In both Beijing and Hong Kong (which like Macau is a Special Administrative Region with considerable autonomy and no defence budget) we split into groups to visit various hospitals, which were impressive and well-equipped but doubtless the best in the land. In the spotless Beijing Cancer Hospital, for instance, the medical staff seemed well-versed in Western practice and were said to have flourishing multi-disciplinary team meetings. We also visited the very modern Medical Beijing Science Center in which Johnson and Johnson have given laparoscopic and other state-of-the-art surgical instruction to around 20,000 aspiring surgeons, nurses and J&J representatives. The training and techniques in Hong Kong too seemed second to none. One day perhaps the whole of China will benefit from such advances in healthcare.

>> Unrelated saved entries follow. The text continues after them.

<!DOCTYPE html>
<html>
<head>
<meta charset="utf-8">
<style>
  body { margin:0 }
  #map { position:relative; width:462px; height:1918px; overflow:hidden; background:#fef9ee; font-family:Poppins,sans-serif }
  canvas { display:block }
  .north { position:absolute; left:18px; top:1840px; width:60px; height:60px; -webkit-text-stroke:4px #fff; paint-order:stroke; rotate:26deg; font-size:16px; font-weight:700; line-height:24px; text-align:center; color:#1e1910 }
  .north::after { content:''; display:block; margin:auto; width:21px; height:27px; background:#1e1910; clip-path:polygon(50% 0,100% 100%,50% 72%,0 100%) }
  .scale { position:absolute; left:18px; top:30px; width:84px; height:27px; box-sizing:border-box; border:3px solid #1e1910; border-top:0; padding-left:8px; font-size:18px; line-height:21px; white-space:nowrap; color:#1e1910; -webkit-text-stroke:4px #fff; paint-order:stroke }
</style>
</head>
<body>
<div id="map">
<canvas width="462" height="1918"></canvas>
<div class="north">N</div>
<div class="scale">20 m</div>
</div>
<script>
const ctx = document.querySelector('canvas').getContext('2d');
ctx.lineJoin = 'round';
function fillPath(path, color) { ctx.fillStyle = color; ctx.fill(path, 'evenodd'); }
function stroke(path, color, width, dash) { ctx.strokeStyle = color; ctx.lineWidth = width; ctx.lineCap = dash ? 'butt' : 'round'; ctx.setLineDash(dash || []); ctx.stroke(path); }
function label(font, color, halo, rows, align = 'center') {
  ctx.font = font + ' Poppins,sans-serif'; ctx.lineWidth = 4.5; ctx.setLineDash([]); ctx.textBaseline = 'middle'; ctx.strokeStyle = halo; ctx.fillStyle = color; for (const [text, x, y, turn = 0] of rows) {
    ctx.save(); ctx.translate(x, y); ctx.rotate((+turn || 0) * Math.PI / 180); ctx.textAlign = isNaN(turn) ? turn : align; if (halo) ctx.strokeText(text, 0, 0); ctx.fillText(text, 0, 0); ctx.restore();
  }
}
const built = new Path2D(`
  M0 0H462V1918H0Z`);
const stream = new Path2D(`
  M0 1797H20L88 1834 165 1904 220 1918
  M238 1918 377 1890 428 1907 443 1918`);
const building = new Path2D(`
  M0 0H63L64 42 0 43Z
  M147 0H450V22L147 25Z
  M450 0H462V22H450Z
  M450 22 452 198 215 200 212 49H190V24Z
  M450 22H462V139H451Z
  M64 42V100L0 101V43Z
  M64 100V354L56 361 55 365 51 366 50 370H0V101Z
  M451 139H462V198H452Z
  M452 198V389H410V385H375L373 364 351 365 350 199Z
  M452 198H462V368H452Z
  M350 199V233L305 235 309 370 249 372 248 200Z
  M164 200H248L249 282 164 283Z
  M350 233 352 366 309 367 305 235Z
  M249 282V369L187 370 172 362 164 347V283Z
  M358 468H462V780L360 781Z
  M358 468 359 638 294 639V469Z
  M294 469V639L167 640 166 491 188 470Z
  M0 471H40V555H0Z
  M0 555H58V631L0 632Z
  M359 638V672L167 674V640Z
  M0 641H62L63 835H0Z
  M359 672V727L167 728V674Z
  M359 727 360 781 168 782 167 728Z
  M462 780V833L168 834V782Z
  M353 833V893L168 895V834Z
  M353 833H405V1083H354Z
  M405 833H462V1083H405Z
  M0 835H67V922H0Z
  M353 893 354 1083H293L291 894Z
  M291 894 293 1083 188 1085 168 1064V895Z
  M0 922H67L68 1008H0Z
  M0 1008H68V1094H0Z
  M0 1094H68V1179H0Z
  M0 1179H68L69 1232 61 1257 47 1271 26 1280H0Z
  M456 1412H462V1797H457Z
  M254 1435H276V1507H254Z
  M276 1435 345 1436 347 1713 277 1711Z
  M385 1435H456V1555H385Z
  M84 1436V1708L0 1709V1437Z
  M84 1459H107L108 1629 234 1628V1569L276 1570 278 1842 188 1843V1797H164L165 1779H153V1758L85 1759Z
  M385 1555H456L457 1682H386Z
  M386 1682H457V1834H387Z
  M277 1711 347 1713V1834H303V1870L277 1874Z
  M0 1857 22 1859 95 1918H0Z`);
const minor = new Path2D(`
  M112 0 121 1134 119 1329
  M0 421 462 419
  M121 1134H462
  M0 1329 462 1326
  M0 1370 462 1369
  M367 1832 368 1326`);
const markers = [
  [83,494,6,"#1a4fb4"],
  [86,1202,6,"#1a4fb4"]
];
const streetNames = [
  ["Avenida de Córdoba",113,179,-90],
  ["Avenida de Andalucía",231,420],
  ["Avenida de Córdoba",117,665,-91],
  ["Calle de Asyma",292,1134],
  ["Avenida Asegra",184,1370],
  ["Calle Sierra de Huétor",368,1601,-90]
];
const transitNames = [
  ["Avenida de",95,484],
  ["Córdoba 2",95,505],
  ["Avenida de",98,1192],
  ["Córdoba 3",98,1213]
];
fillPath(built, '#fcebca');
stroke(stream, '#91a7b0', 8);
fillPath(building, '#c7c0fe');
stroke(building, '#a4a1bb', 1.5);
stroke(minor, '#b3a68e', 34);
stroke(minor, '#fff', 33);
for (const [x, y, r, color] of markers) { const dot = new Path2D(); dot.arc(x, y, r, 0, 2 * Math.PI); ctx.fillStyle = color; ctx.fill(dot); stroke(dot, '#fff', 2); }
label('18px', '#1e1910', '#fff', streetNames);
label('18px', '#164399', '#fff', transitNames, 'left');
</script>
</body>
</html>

Throughout the country, there was an impression that its huge population (2.4 billion) had a committed work ethic despite widespread poverty (700 million are said to earn less than $5 a day). Certainly the explosion of exports from the BRICA countries (Brazil, Russia, India, China and Asia generally) is obvious in shops in the West, though issues such as human rights, lead-paint on toys, copyright, corruption, pollution and child-labour constantly rear their heads in the Western press. Every man (and woman) on the streets of China seems to have a bicycle, sometimes motorised and often pulling a trailer containing cardboard or bottles, producing an impression of intense industry in the hope of a better life. Real heavy industry, of course, is highly productive (though often polluting) by virtue of cheap labour harnessed to an entre-preneurial spirit. In Shanghai, Western-style money-making seems to mimic that of Hong Kong. Whether poverty or prosperity represents the true China remains to be seen. Perhaps the Olympics in Beijing in 2008 will offer interesting insights.